The mill water was high, still swamped from last night’s tides, and, as she stared down into it and then up through its cracked roof at the sky, she was gripped by the thought that she was not alone. Stop it, she ordered, the wretched ‘Tips on Staying Safe’ spelling itself in her mind, but her skin was cold with worry and her pulse was out of her control. Carefully, silently, she twisted in the doorway. There was nothing there but marsh and sea, a deep oblong of sky. She stepped out and turned, and then she saw them – the bog man, Bob, and A. L. Lehmann, tussling in a kind of dance. Their profiles were identical, their eyes over-shadowed by the same unruly brows. ‘Take it,’ Albert Lehmann hissed and, as they wrestled, Lily saw that he was forcing money into the other man’s hand. Bob staggered back, the notes slotted into the black slashes of his arm, and then, standing very still, he let himself be hugged.
Lily crept round the side of the mill and ran. She streaked along the plank paths and hurtled through the avenue of grass, scrambling over the hillocks of mud until she was in the woods. More slowly she climbed the gate. There ahead of her was the lane that cut back up to the village hall and, as she expected, the grey Morris, parked half in the ditch. She stopped and caught her breath, and then, leaning on the faded bonnet, she decided she would wait.

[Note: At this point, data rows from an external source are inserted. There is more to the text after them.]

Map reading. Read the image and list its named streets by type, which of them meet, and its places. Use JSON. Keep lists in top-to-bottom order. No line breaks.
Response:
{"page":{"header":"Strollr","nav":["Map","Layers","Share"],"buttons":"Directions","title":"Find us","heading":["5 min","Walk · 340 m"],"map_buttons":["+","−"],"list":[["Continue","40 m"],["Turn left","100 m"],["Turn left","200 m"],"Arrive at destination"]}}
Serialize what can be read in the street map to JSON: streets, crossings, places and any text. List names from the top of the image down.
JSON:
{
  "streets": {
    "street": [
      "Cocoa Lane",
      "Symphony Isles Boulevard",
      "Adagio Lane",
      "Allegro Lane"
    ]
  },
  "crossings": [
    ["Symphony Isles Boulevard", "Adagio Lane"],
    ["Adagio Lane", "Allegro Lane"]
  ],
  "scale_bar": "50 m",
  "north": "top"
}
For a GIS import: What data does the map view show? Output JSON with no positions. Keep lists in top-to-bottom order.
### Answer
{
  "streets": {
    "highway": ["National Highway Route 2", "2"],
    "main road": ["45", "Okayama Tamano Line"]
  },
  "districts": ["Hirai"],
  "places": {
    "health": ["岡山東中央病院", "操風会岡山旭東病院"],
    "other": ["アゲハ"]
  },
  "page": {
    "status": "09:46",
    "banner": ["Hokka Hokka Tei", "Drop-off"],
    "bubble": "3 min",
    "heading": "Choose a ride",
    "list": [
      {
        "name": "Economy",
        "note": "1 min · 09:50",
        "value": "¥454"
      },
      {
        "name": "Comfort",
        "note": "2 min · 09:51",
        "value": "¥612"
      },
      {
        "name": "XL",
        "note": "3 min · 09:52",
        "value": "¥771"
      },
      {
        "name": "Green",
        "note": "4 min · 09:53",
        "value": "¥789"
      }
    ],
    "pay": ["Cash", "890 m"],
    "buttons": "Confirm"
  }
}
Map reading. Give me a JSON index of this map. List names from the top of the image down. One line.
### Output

‘Excuse me.’ At least an hour had passed, and Albert Lehmann was fumbling with a key, attempting to open his car door.
‘What happened to him?’ Lily asked, scrambling up from her seat against the tyre.
Lehmann slid in behind the wheel. ‘It was an accident,’ he muttered irritably. ‘He didn’t start the fire.’
‘The fire?’ Lily was bent over at the door, looking in at him through the car window.
‘He wanted to preserve it. Our father’s design. Lehmann’s design, I mean. Through all those years, more than anything else that was what he wanted.’ Albert started up his car. ‘And then, when he discovered… well… it was hard for him. He’d been living in the house. But it was an accident.’ He looked hard at Lily. ‘He even called the fire brigade when it got out of control, but there’d been an arson attack on the Common, children setting fire to gorse, and by the time they got here the house was burning and he was just waiting by the wall.’
Lily was hardly following. ‘When he discovered what?’
‘Nothing, nothing.’
The car was nudging forward, roaring as it pulled out of the ditch. ‘But I meant your father. What happened to him in 1953?’
‘He never meant it to happen.’ He shook his head, and sorrowfully he drove off along the lane.

Lily bought four ice-creams from the Mr Whippy van and carried them down to the beach. She stepped over the sand, walking more quickly as they began to melt, arriving triumphant by the beach huts with all four ice-creams intact. But the beach hut was deserted, its window boarded up, and when she pulled at the handle she found a padlock on the door. Lily sat down at the table, still there with its three chairs and, slowly, in rotation, she began to lick the drips from each ice-cream.

‘Our father,’ she repeated, ‘our father’s design.’ So A. L. Lehmann and the Bogman were brothers. Robert and Albert. Bob and Bert. And she remembered the photograph of the woman, haunted, holding those swaddled twins.